Mir fiel die Kinnlade herunter. Die ganze Situation, allein die Frage, all das machte mich so aggressiv, dass ich die Frau am liebsten schlagen wollte. Mir war kalt, ich hatte Hunger, ich war erschöpft und hatte Angst. Und ich musste ganz dringend zur Toilette.

»Warum denn?«

»Wir möchten uns gern ein Bild von Ihrem Sohn machen, von Ihrer Familie …«

»Was wollen Sie wissen? Das können Sie mich doch auch einfach selbst fragen. Wir haben als Familie schon genug durchmachen müssen. Vor zwei Jahren haben wir bereits Gregorys Schwester verloren …« Abrupt hielt ich inne. Warum hatte ich das gesagt? Ich wusste, wie das in den Ohren der Ärztin klingen musste. Jetzt hatte ich ihr Misstrauen geweckt. Und »bereits«? Ich würde Gregory nicht verlieren.

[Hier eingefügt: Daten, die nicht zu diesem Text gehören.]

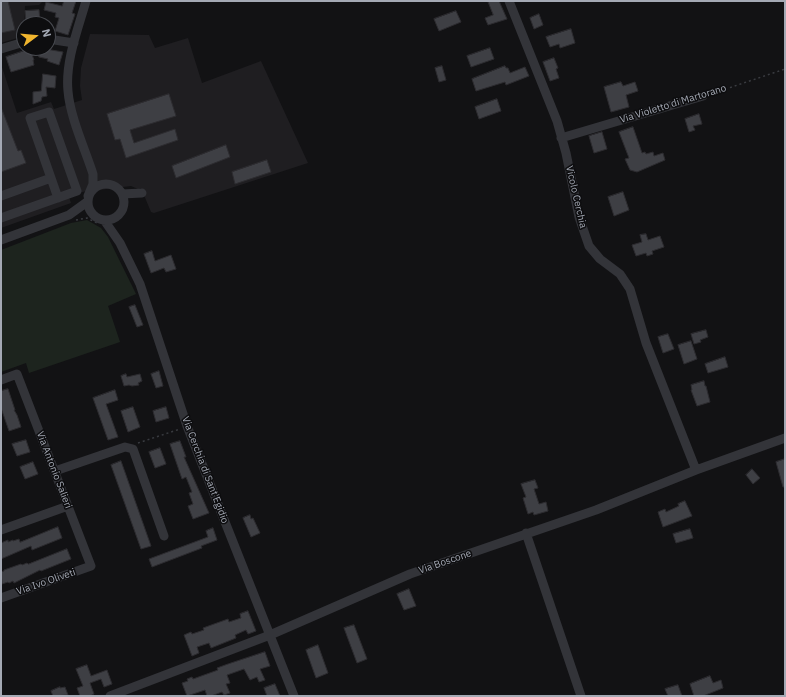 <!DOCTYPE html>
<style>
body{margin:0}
#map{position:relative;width:786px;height:697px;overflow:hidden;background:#121214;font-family:"IBM Plex Sans",sans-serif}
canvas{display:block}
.frame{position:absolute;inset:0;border:2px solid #a4a9b4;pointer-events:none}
.north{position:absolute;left:16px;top:16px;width:40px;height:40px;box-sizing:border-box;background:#0d0d0f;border:1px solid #494b51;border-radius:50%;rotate:74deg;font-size:11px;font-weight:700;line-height:16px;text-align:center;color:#a4a9b4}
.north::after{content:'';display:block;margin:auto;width:14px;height:18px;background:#f0b52e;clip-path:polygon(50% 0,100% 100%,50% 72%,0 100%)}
</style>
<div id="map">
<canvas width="786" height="697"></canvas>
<div class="frame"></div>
<div class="north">N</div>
</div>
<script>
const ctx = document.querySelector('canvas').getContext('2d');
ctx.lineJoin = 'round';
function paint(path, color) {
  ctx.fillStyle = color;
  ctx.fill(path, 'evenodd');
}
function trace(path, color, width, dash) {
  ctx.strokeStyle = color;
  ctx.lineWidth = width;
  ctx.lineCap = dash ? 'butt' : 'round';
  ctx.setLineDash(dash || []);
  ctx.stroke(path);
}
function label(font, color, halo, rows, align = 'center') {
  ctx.font = font + ' "IBM Plex Sans",sans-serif';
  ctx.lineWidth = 3;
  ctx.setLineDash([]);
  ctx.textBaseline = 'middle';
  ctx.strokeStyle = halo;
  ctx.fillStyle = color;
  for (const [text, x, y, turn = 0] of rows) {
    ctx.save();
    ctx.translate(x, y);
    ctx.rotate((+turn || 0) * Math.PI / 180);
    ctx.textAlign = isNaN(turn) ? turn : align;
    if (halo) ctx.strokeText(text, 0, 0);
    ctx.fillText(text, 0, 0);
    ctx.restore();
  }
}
paint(new Path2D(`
 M1 1H43L39 5 25 6 24 36 1 43Z
 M90 34 149 35 155 48 188 38 202 83 261 61 308 163 154 213 151 212 141 188 138 189 131 186 82 192 69 197 71 203 1 228V64L17 113 51 102 54 109 82 100 80 86 81 68Z`), '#1f1e21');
paint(new Path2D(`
 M87 220 101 228 108 237 136 294 108 306 120 342 29 373 26 363 1 372V250L71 223Z`), '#1d241e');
const building = new Path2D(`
 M1 1H8L15 30 1 33Z
 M64 1H76L72 13 75 14 68 35 55 31 59 18 55 17 56 13 44 10 46 2 62 6Z
 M488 1H499L507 19 488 25 485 18 493 15Z
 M39 10 40 21 26 22 25 11Z
 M456 11 461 22 439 31 434 19Z
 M539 14 543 25 534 29 530 18Z
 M571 29 575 43 560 48 559 44 550 47 546 37Z
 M40 48 63 52 59 65 47 61 48 59 39 57Z
 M490 48 494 59 471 67 467 56Z
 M30 49 34 60H33L34 65 11 72 6 57Z
 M554 58 558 68 556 69 559 78 550 81 543 62Z
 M442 66 446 80 439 82 435 68Z
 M505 66 506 68H508L510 73 525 67 529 76 506 85 505 82 476 91 472 79Z
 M43 74 56 76 55 88 46 87 47 96 42 97 41 101 33 104V92L41 91Z
 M621 82 623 86 635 82 638 91 626 95 629 107 611 112 604 87Z
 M169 94 176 116 130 130 134 143 175 129 178 140 126 158 120 139 115 140 107 114Z
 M497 99 501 111 479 119 475 107Z
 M1 107 18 151 21 150 26 163 1 172Z
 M699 114 702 124 693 126 695 130 689 132 685 119Z
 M633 127 642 153 645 152 646 154 653 152 654 156 663 153 665 160 637 172 630 170 625 159 629 158 619 132Z
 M602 132 607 149 594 153 589 136Z
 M226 145 230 157 176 178 172 166Z
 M267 160 271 172 235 184 232 172Z
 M623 192 629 210 614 216 608 197Z
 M646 234 648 240 660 236 664 247 652 251 653 254 647 256 646 253 636 256 632 245 642 242 640 235Z
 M152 251 155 261 171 255 176 269 166 272 164 268 151 273 144 254Z
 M135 305 143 325 137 327 129 307Z
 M706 330 708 337 700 340 701 342 694 344 691 334Z
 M668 334 674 349 663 353 658 337Z
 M691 341 697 359 684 364 678 345Z
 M725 357 728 367 708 373 705 364Z
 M159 371 163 386 156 388 151 374Z
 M126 374 127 377 140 374 142 381 138 383 139 385 132 386 129 385 124 386 121 376Z
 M704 381 705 386H706L710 402 697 406 691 390H692L691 385Z
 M8 389 15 410H14L17 415 21 427 9 431 1 408V391Z
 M115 390 118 400 106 404 118 437 108 440 93 398Z
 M133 407 140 427 128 432 121 411Z
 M166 407 169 418 156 422 153 411Z
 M26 440 30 452 17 456 12 444Z
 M180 441 186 457H184L209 513 193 519 188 506 193 504 189 493 192 492 186 477 182 479 170 444Z
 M160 448 166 464 155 468 149 452Z
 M785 459V487H783L776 462Z
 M121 461 151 546 141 549 111 465Z
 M33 462 38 474 25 479 20 467Z
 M752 469 760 478 753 484 746 475Z
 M535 480 538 488 534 489 539 504 546 502 548 511 534 515 533 512 528 514 523 498 526 497 521 484Z
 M685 501 692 516 663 527 658 512 665 509 666 512 679 506 678 504Z
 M250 515 251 519 253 518 260 533 251 537 243 518Z
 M58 527 62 538 32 550 31 546 1 559V543L8 540V542L13 540V541L19 539 20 542Z
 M213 528 217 540 201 546 202 548 152 567 149 559 208 537 206 531Z
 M690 529 693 538 676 543 673 534Z
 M67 549 71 559 41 571 40 570 14 583 13 581 9 583 8 582 2 584 1 572 4 571V570L21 564 22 565 27 563 28 564Z
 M409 589 416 606 404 610 397 594Z
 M248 611 256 631 248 634 246 630 235 635 236 638 211 648 209 643 197 647 199 653 192 656 184 635 191 632 192 634 204 630 203 628 228 619 229 622 241 618 240 614Z
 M354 625 367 659 357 663 344 628Z
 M318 645 328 673 316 678 306 650Z
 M265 652 270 666 260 669 265 680 259 682 257 677 250 680 244 669 227 675 230 683 226 684 230 693 224 695 222 692 211 696H207L205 690 187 696 182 683 188 681 187 679 192 677 193 679 218 670 217 668 228 664Z
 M87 665 91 676 107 670 112 684 104 687 101 679 90 683 94 694 90 696H80L77 688 83 686 76 669Z
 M710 676 713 683 721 680 723 688 703 696H694L690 684Z
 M275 684 280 696H267L264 688Z
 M678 685 682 696H668L665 689Z
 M60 687V688L65 687 68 695 53 696 51 691Z`);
paint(building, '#3e3f44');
trace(building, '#2d2c30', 1);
trace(new Path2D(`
 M711 94 785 69
 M76 220 87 218 97 223
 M138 443 180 429`), '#393b40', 1.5, [2, 3]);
trace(new Path2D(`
 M86 1C78 29 65 62 68 91 70 117 85 149 93 174V184L88 196
 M509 1 557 121 566 153 579 217 589 246 600 259 620 274 630 289 646 343 696 470
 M48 39 74 43
 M1 49 24 42
 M561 138 703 96
 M88 202a18 18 0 1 1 36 0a18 18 0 1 1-36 0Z
 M122 194 142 193
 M1 196 51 178
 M1 218 77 191 49 112 30 118 58 198
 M104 220 120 243 140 284 187 426 294 696
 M1 240 69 215 87 202
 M1 380 17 374 91 566 1 598
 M55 471 125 447 133 449 164 536
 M1 530 68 506
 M526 533 581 696
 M110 696 270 635 410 574 596 510 696 470 785 438`), '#333439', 9);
label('10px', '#a4a9b4', '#0d0d0f', [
 ["Via Violetto di Martorano",673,104,-17],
 ["Vicolo Cerchia",576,197,77],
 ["Via Antonio Salieri",54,470,69],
 ["Via Cerchia di Sant'Egidio",205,470,69],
 ["Via Boscone",445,562,-19],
 ["Via Ivo Oliveti",46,582,-19]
]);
</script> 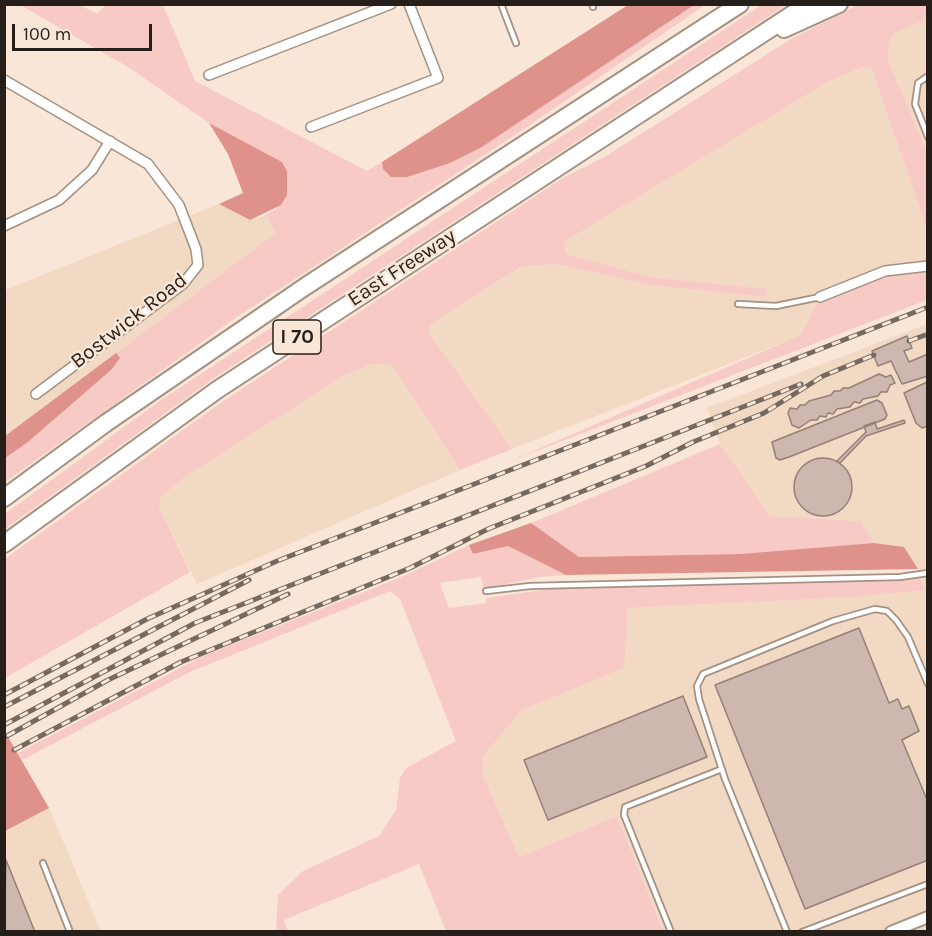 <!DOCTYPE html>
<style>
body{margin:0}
#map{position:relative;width:932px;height:936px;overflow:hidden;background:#f9e6d6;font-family:Karla,sans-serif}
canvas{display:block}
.frame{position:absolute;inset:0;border:6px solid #261f19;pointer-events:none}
.scale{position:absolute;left:12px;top:24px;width:140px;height:27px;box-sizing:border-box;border:3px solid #261f19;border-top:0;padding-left:8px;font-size:18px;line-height:21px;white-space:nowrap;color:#261f19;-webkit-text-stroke:4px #f9e6d6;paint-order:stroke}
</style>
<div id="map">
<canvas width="932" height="936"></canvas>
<div class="frame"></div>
<div class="scale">100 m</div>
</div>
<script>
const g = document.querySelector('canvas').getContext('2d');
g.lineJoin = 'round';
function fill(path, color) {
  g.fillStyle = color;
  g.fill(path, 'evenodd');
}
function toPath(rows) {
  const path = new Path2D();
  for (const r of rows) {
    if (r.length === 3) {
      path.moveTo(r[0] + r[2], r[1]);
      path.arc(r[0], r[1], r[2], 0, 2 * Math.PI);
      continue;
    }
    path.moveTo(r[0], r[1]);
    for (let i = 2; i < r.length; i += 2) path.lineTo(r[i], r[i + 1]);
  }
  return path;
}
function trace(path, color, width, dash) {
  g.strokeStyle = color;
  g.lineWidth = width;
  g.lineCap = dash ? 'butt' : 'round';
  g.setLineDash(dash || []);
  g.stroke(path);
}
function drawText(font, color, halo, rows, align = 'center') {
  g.font = font + ' Karla,sans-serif';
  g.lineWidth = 5;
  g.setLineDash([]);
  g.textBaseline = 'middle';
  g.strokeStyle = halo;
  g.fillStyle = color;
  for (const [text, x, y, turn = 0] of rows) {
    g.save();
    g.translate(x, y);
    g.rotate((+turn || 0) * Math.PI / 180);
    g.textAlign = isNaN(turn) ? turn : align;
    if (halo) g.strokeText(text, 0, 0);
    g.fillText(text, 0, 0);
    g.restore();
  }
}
fill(toPath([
 [927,19,927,152,888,60,889,42,895,33],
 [862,67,872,69,927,230,927,269,817,305,802,335,512,449,429,333,431,324,522,267,556,264,650,285,765,297,766,289,650,277,566,254,564,242,826,83],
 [219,204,250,220,266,215,277,233,5,436,5,290],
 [927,324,927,931,663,931,617,816,519,857,483,775,482,756,522,710,623,668,628,608,857,597,925,590,918,569,904,547,874,543,861,521,770,516,720,444,707,408],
 [372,364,392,365,460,470,197,584,159,506,160,498,186,476,347,374],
 [49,808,101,931,5,932,5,831]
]), '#f2d9c4');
fill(toPath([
 [763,4,786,5,217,376,5,529,5,514,161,400],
 [20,5,80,5,97,14,106,5,163,5,195,81,367,171,382,162,383,169,482,147,694,5,705,5,521,131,237,317,5,482,4,458,28,442,111,370,119,358,116,353,276,233,266,215,281,205,286,195,287,171,282,162,209,123,128,67],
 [858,5,927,5,927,19,895,33,889,42,888,60,927,152,927,230,872,69,862,67,826,83,564,242,566,254,650,277,767,289,765,297,650,285,556,264,521,267,431,324,429,333,512,449,460,470,392,365,372,364,347,374,186,476,160,498,159,506,190,572,5,678,5,559,219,404,563,178,606,156,791,39],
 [927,269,927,300,513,460,801,335,816,305,874,279],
 [720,444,770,516,861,521,874,543,740,554,579,557,531,523],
 [469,545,474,554,508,546,566,575,539,577,484,589,481,577,440,583,449,608,486,603,486,598,556,588,920,577,925,590,857,597,628,608,624,668,522,710,483,756,483,775,519,857,617,816,663,931,446,931,419,864,284,920,288,931,276,931,278,895,303,871,379,836,396,810,400,778,406,768,456,741,400,599,390,591,190,672,22,760,18,753,203,656,399,578]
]), '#f8cac6');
fill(toPath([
 [628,5,694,5,482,147,450,163,407,177,391,177,383,169,382,162],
 [209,123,282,162,287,171,287,195,281,205,250,220,219,204,243,193,228,154],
 [116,353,120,358,111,370,28,442,5,458,5,436],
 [531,523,579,557,740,554,874,543,904,547,918,569,566,575,508,546,473,554,469,545],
 [4,730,49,808,5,831,4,831]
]), '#df918c');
const building = toPath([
 [907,336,912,348,904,351,909,362,928,354,928,376,902,384,891,361,878,366,872,351,907,336],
 [879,374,886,377,891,375,895,383,890,385,887,392,881,392,878,396,863,399,860,403,854,402,850,407,837,409,833,414,828,413,826,417,820,416,817,420,811,420,799,428,792,425,788,413,790,408,797,409,800,405,805,405,809,401,831,395,834,391,840,391,843,388,849,388,879,374],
 [927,382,928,426,922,428,916,423,904,393,927,382],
 [877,400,882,403,887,415,885,419,789,457,780,460,776,458,772,442,877,400],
 [904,420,905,423,866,436,840,463,837,461,866,432,864,426,875,422,877,429,904,420],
 [823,487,29],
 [859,628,889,703,898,699,902,709,909,706,919,731,902,740,928,802,928,860,805,909,715,685,859,628],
 [683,696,707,757,548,820,524,760,683,696],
 [6,860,35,932,4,932,6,860]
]);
fill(building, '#ceb7ae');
trace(building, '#957f77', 1.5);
const service = toPath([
 [501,4,516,43],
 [592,4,593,7],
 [928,76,918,83,915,104,928,137],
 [738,304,776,306,820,297],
 [486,591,530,586,900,577,928,573],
 [43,863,70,932],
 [671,932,624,815,625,807,722,769],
 [787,932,725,779,699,699,697,686,703,674,833,621,875,609,887,611,896,620,908,637,928,684],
 [802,932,928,884]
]);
const minor = toPath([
 [209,75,391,4],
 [4,80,148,164,179,205,196,249,198,265,183,284,36,394],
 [311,127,438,78,409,4],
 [4,226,59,200,92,170,110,141],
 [820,297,885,271,928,266]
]);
const tertiary = toPath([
 [891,932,928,917]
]);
const motorway = toPath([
 [784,29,839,4],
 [4,498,106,423,306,286,740,4],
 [4,544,217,390,808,4]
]);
trace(service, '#a39183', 8);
trace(minor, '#a39183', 12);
trace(tertiary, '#a39183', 14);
trace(motorway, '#a39183', 20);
trace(service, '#fff', 4.5);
trace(minor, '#fff', 9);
trace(tertiary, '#fff', 10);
trace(motorway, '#fff', 16);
const rail = toPath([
 [909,341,928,334],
 [4,695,147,619,277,561,928,307],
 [4,707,249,580],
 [4,725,195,623,801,384],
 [7,736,108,680,288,594],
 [14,750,181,662,410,568,488,529,646,466,693,442,764,413,823,376,874,355]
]);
trace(rail, '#756960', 5);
trace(rail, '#f9e6d6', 3, [9]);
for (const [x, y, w] of [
 [297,337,48]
]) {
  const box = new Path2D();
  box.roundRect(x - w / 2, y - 17, w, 34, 4.5);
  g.fillStyle = '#f9e6d6';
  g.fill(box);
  trace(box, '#261f19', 1.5);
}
drawText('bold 20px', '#261f19', null, [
 ["I 70",297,337]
]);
drawText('21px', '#261f19', '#f9e6d6', [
 ["East Freeway",402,268,-33],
 ["Bostwick Road",129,321,-38]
]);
</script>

»Ihre Tochter ist gestorben?«, fragte de Groot.

Ich nickte.

»Wie ist das passiert?«

Die Frage klang alles andere als mitfühlend.

Plötzlich sah ich mich selbst mit den Augen der Ärztin, und ich wirkte nicht gerade beherrscht. »Ich muss zur Toilette«, sagte ich. Als ich mich erhob und das Zimmer verließ, um ein WC zu suchen, hielt sie mich nicht zurück. In der Kabine ließ ich mich auf die Brille sinken und versuchte, mich zu beruhigen.

Der Umzug nach Amsterdam war für uns als Familie als Neubeginn geplant gewesen, aber mehr und mehr ging schief. Was hatte ich denn anderes erwartet? Wir hatten unser Leben auf vier stabilen Pfeilern errichtet, doch durch Nataljas Tod war einer von ihnen gewaltsam weggeschlagen worden und dadurch alles unwiderruflich ins Rutschen geraten, geradewegs in einen unendlich tiefen Abgrund hinein.